Collected material >>
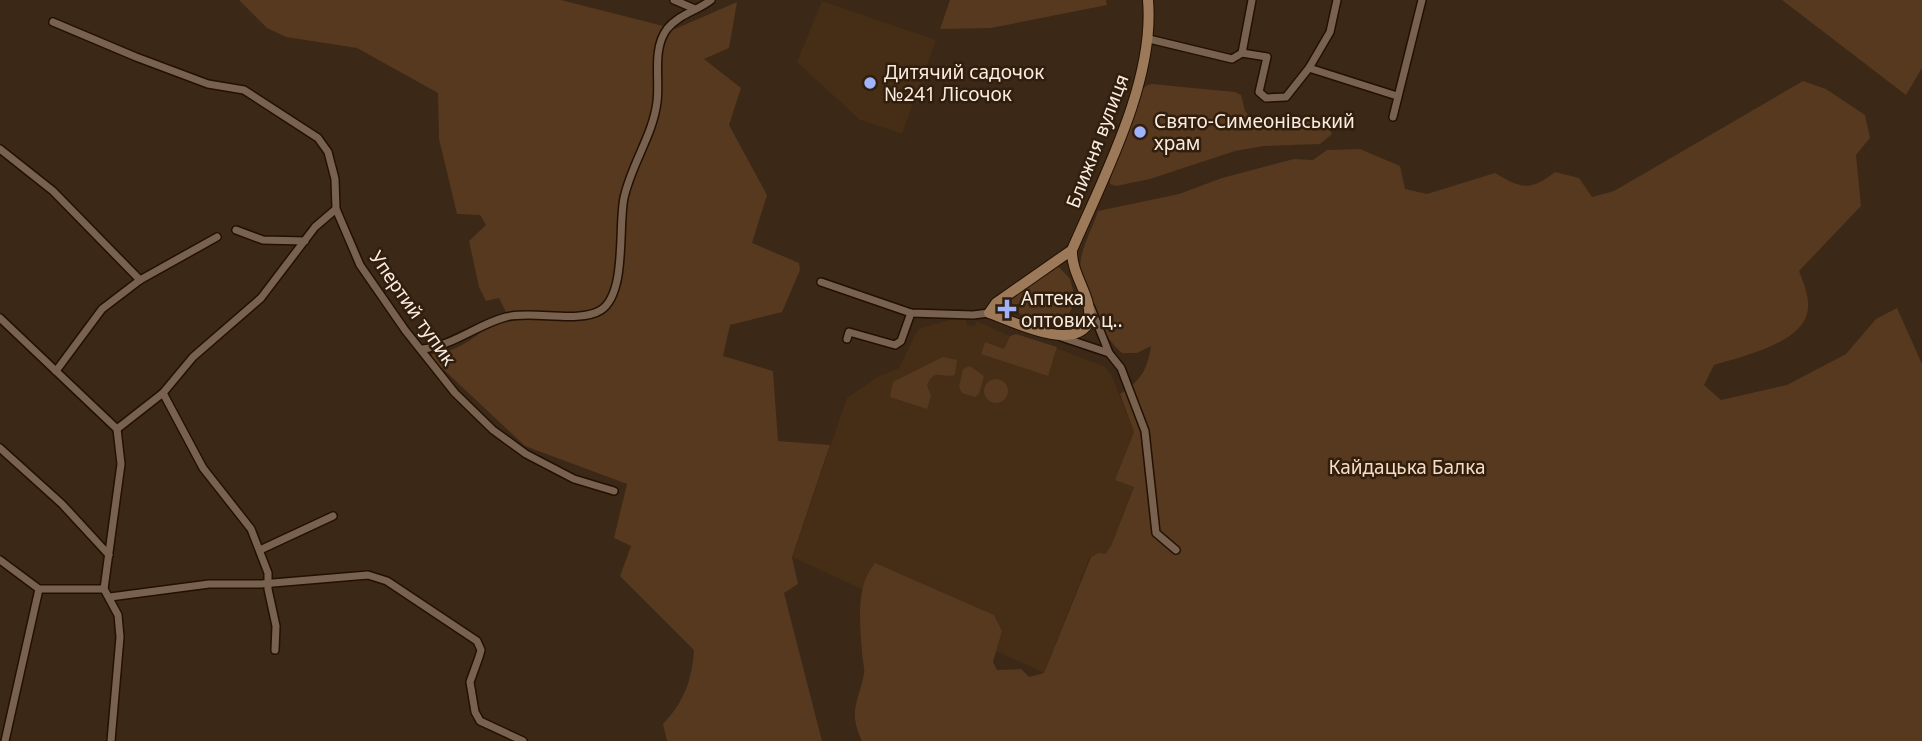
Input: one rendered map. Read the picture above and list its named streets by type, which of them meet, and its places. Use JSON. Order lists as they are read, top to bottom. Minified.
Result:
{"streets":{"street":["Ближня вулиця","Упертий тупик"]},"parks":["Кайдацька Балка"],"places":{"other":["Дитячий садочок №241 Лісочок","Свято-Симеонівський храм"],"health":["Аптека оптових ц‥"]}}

Problem >> The material above is to be transcribed exactly, with all pictures omitted.

Your response >>
Input: one rendered map. Read the picture above and list its named streets by type, which of them meet, and its places. Use JSON. Order lists as they are read, top to bottom. Minified.
Result:
{"streets":{"street":["Ближня вулиця","Упертий тупик"]},"parks":["Кайдацька Балка"],"places":{"other":["Дитячий садочок №241 Лісочок","Свято-Симеонівський храм"],"health":["Аптека оптових ц‥"]}}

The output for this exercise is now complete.